Уводил Лай Лаич девушку за собой в переулки кривые, в проулки сырые. Роняла Липка крошки, чтобы дорогу назад найти. Но на крошки те слетались голуби, воробьи, синицы, трясогузки, дятлы, глухари, дикие петухи, зяблики, малиновки, соловьи, прочие пичуги московские – даже корочки горелые склевали, ничего не осталось. Хлебушек-оберег в кулачке перевёлся, нечем больше дорогу замечать, некому Липку об беды спасать. А Лай Лаич не унимается, житьё своё пересказывает, бытьё приукрашивает – да только концы с концами у него не сходятся.
А послушаешь Лай Лаича правым ухом, обнаруживаешь много интересного. Наклонила Липка головушку, улыбалась сладким речам, затуманились её глаза. Глядь, а далеко они от Тверской улицы в дебри незнакомые зашли, в переулки узкие забрели. Горбатые, кособокие здесь особняки, сырые задворки мухоморами пахнут, на крылечках поганки-грибы растут, ящерки на солнышке греются, на балконах лопухи ладошками машут, полынь-трава колышется, крапива цветёт.
Брехун посреди дороги остановился, преобразился, улочку узкую приласкал, домики старенькие погладил, фонари перекошенные обнял. Я, говорит, начальник разрушенных зданий Москвы. Как развеют по ветру особняк – он в моё ведомство отправляется, как рассыплется от старости музей, он к моим владениям прибавляется, как сгорит какой-нибудь сарай, значит, так тому и быть – я, Собачий царь, над ним полноправным хозяином делаюсь.
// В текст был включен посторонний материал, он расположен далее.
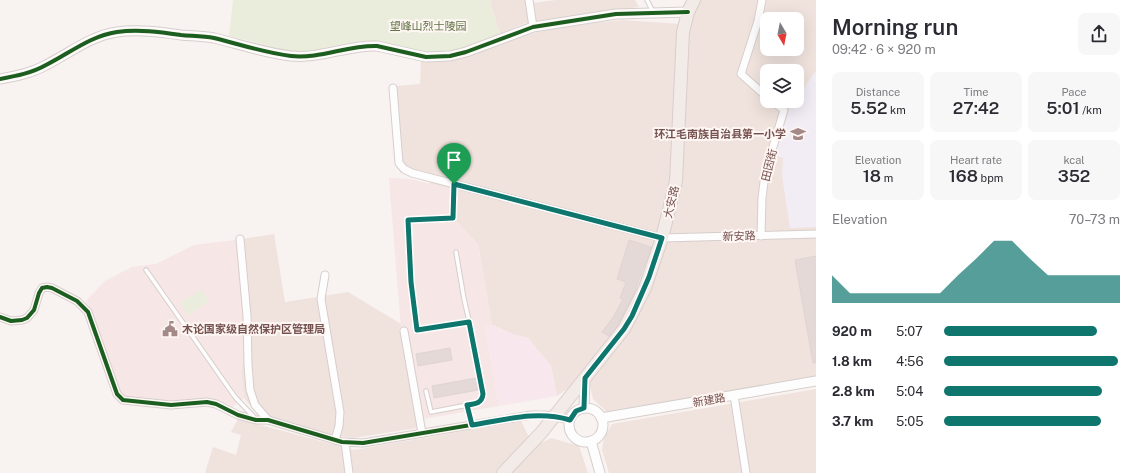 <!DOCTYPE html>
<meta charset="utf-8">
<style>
:root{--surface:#fff;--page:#f7f7f7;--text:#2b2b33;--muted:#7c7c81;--accent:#0f766e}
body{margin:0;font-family:"Public Sans","Noto Sans SC",sans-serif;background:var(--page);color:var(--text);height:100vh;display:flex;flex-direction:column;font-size:15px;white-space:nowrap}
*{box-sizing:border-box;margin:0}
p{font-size:13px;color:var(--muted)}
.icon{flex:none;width:22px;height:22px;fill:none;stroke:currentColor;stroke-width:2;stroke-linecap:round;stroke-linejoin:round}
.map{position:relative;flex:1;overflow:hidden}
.details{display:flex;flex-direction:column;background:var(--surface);width:320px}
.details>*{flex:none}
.needle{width:26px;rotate:170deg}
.buttons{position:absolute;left:760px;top:12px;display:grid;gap:8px}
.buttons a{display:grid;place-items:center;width:44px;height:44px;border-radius:8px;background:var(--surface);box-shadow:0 4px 16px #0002;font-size:20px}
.pin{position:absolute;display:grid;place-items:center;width:34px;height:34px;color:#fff;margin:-41px -17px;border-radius:50% 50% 50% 0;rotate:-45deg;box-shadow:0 0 4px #0007}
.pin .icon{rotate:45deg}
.round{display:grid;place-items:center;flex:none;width:42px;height:42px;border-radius:8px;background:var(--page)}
.summary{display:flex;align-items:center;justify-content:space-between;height:68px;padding:0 16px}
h1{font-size:22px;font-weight:600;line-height:30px}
.stats{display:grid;grid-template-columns:repeat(3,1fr);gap:6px;height:68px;padding:4px 16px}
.stats div{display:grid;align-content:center;border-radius:8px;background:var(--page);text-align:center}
.stats b{font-size:17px;font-weight:600}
.stats small{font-size:11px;font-weight:400}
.stats p{font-size:11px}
.chart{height:112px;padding:8px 16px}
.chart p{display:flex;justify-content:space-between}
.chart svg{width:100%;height:72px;margin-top:4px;fill:var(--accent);opacity:.7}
ul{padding:0 16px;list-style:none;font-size:13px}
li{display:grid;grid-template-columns:64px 48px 1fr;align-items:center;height:30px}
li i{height:10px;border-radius:5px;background:var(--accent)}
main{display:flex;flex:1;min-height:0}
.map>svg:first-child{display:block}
.residential{fill:#f0e3de;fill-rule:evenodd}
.commercial{fill:#f6e6e5}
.education{fill:#f2ecf4}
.medical{fill:#f8e8ed}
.green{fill:#ebeddc}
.building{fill:#e5d9d7;stroke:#e0d4d2}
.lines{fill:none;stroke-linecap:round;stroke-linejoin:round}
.service-casing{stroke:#d6cecc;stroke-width:5.5}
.minor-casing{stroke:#d6cecc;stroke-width:9}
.tertiary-casing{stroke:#d6cecc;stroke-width:11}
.primary-casing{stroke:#d9cecc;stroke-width:14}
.service{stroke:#fefdfd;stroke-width:3.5}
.minor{stroke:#fefdfd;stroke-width:7}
.tertiary{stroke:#fefdfd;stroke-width:9}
.primary{stroke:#f2ebe8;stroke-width:12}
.cycleway-casing{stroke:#fef6f2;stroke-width:6}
.cycleway{stroke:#1b5e20;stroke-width:4}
.route-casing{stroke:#fff;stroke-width:8}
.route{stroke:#0f766e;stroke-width:5}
.labels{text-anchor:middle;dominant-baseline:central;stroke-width:4;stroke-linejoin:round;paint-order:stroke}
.park-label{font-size:11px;fill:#617446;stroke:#fef6f2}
.poi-label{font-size:11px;font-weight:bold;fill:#755250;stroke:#fef6f2;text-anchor:end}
.street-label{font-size:11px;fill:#755250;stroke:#fef6f2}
</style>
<main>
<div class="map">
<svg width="816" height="473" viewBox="0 0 816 473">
<rect width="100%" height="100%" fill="#f8f2f0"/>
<g class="residential">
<path d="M492,0H533V3L556,0H635L639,7L525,23L500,34L490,3Z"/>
<path d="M699,0H816V378L608,413L593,399L589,382L628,333L637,318L652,287L662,259L666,245L689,24ZM767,19H797V49H767ZM767,71H797V101H767Z"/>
<path d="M622,20L680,24L673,179L654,251L637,296L621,326L569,388L557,396L551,366L528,338L515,335L492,325L478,244L455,220L456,190L430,184L432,175L407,168L402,163L396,86L420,84L421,60L560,27Z"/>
<path d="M274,234L285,302L348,292L401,324L417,428L353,438L329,435L257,414L244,398L241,372L245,348L236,240Z"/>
<path d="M816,389V473H609L602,450L604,438L612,424Z"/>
<path d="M238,419L354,450L521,421L530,439L496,473H205L213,447L236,455L241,435L231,432Z"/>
<path d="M551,438L579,446L588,473H507L537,445Z"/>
</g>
<g class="commercial">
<path d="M389,178L410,179L456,190L455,220L478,244L492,325L485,327L499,406L423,419L406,328H401Z"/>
<path d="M236,240L244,310L245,348L241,372L244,398L231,408L207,399L171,403L126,399L118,391L86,301L105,281L132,267L156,264L194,245Z"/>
</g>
<path class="education" d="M815,72L816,73V227L790,228L782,176L783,158L772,155L787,112L795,101H797V98Z"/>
<path class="medical" d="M492,325L515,335L528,338L551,366L557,396L499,406L485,326Z"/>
<g class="green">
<path d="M233,0H492L490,3L500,34L453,51L429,53L364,41L342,44L307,52H292L229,36Z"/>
<path d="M201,290L209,302L188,315L180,303Z"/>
</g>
<g class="building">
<path d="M629,240L651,247L634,293L618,325L609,336L602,332L614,316L623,299L620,298L626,282L617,279Z"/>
<path d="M816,256V363H813L795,260Z"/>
<path d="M450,348L452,360L418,366L416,354Z"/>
<path d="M476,378L478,390L434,398L432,386Z"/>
</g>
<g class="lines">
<defs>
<g id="service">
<path d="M647,0L653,12"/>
<path d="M455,185L453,218L408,220L411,282L417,330L469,322"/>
<path d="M146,270L235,397L254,417"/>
<path d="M426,391L431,412L478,403L483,397L474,342L464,299L456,252"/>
<path d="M467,405L472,425"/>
</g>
<g id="minor">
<path d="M529,0L533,27"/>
<path d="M762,0L758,21L741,74L767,97"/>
<path d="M393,88L399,163L404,169L412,173L662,238L816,234"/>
<path d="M761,236L762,198L765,174L784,110L772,101"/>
<path d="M240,239L247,316L248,365L250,390L255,405L268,420"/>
<path d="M325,275L321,299L340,412L339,426L335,440"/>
<path d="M0,317L11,321L22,320L27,318L34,310L39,293L42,288L47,287L52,288L77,301L88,312L117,394L123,400L171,405L207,402L216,404L238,415L256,420H268L342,442L363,443L531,415H546L570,420"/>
<path d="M404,331L422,433"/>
<path d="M734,395L746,473"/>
<path d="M345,442L349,473"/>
</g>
<g id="tertiary">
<path d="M0,79C16,76 32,73 46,65C70,53 90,36 117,32C138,29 160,32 181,35C191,36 203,36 214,38C239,44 265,53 291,56C321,59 347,45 377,46L426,57L450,56L466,52L533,27L616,14L688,12"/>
<path d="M584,408L585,378"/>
<circle cx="586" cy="425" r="17"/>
<path d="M601,418L816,381"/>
<path d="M591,441L600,473"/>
</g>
<path id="primary" d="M503,473L541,433L624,329L645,288L662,238L676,181L683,32L688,12L694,0"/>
</defs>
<use href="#service" class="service-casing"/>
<use href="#minor" class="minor-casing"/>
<use href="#tertiary" class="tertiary-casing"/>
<use href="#primary" class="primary-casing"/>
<use href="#service" class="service"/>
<use href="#minor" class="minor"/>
<use href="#tertiary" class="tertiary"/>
<use href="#primary" class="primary"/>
<defs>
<g id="cycleway">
<path d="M0,79C16,76 32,73 46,65C70,53 90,36 117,32C138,29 160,32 181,35C191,36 203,36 214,38C239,44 265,53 291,56C321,59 347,45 377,46L426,57L450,56L466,52L533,27L616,14L688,12"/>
<path d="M0,317L11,321L22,320L27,318L34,310L39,293L42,288L47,287L52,288L77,301L88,312L117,394L123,400L171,405L207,402L216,404L238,415L256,420H268L342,442L363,443L531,415H546L570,420"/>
</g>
</defs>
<use href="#cycleway" class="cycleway-casing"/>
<use href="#cycleway" class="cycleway"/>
</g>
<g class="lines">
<defs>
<path id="route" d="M454,184L662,238L649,277L632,316L624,329L585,378L584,408L576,411L570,420C537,410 504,420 472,425L467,405C476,404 482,403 483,394L469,322L417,330L411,282L408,220L453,218Z"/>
</defs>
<use href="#route" class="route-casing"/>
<use href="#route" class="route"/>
</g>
<defs>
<symbol id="school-bare" viewBox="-9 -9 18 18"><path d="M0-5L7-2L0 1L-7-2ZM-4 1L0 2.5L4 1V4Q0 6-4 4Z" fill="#a38a88" stroke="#fef6f2" stroke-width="2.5" paint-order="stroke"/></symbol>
<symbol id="civic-bare" viewBox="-9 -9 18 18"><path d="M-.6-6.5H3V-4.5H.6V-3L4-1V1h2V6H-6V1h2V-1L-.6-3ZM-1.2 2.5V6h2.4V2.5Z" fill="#a38a88" stroke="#fef6f2" stroke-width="2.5" paint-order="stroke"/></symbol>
</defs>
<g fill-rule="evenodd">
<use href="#school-bare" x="787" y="123" width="22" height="22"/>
<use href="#civic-bare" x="159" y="318" width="22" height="22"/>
</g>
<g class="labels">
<g class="park-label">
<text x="428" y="26">望峰山烈士陵园</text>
</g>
<g class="poi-label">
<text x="786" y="134">环江毛南族自治县第一小学</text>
<text x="182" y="329" text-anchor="start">木论国家级自然保护区管理局</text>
</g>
<g class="street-label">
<text transform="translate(769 165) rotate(-76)">田因街</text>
<text transform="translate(671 202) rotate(-77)">大安路</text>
<text transform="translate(739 236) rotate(-2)">新安路</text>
<text transform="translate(709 400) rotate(-10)">新建路</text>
</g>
</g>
</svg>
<div class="buttons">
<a><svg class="needle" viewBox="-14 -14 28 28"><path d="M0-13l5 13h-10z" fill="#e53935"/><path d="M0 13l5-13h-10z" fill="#7c7c81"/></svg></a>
<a><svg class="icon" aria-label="layers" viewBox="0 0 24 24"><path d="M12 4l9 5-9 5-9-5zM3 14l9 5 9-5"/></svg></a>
</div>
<div class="pin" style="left:454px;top:184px;background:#1e9e55"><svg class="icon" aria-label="arrive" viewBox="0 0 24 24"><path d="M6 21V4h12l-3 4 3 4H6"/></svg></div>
</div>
<section class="details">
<div class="summary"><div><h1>Morning run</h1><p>09:42 · 6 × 920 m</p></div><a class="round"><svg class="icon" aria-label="share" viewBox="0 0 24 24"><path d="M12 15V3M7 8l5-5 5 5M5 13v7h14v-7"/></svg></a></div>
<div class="stats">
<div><p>Distance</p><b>5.52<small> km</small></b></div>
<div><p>Time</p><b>27:42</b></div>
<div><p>Pace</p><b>5:01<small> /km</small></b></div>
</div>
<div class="stats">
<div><p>Elevation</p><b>18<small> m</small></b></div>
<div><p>Heart rate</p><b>168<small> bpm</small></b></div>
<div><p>kcal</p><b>352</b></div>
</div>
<div class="chart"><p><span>Elevation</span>70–73 m</p>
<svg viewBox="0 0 160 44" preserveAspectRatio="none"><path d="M0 44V27L10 38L20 38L30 38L40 38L50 38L60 38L70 27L80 17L90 6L100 6L110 17L120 27L130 27L140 27L150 27L160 27V44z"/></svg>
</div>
<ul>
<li><b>920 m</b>5:07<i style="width:87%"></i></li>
<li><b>1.8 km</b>4:56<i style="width:99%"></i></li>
<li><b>2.8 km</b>5:04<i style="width:90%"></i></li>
<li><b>3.7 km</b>5:05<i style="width:89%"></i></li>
</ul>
</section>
</main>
По дебрям незнакомым, по переулкам узким они идут. Трещины сеткой асфальт накрыли, плесень стены облепила, снегопады штукатурку обглодали, оголились кирпичи старинные, на яичном желтке замешанные. Потеряла Липка бдительность. Заложило ей ухо левое, слушала она Брехуна правым, в словах его тихих не сомневалась, хоть мало чего понимала, речам его восхищалась и шла за ним, как овца на привязи. А о себе помалкивала – чего о себе рассказать, мало она в жизни видела, под подолом матери сидела, будто в чуланчике тёмном жила, в телевизор глядела, на картах гадала, чего-то ждала. А Брехун патлы назад зачесал, бечёвкой перевязал. Бородёнку пригладил, курточку поправил. Порты подтянул, пыль с ботинок смахнул. На пять лет помолодел, на десять годков похорошел. Разрумянился, плечи развёл, искоса посмотришь – орёл. Сложила Липка в уме всё домино, которое он выкладывал, бисерины, которыми он осыпал ей головушку, одну к одной приставила, выходило, мужик-то встретился дельный. Всех собак Москвы наизусть помнит, каждую дворнягу лично по имени знает, зданья разрушенные за ним числятся, многие десятки у него работничков, водятся у него деньги немалые, жинсы у него заграничные, а глаза от жизни усталые. Да у такого Брехуна наверняка есть жена.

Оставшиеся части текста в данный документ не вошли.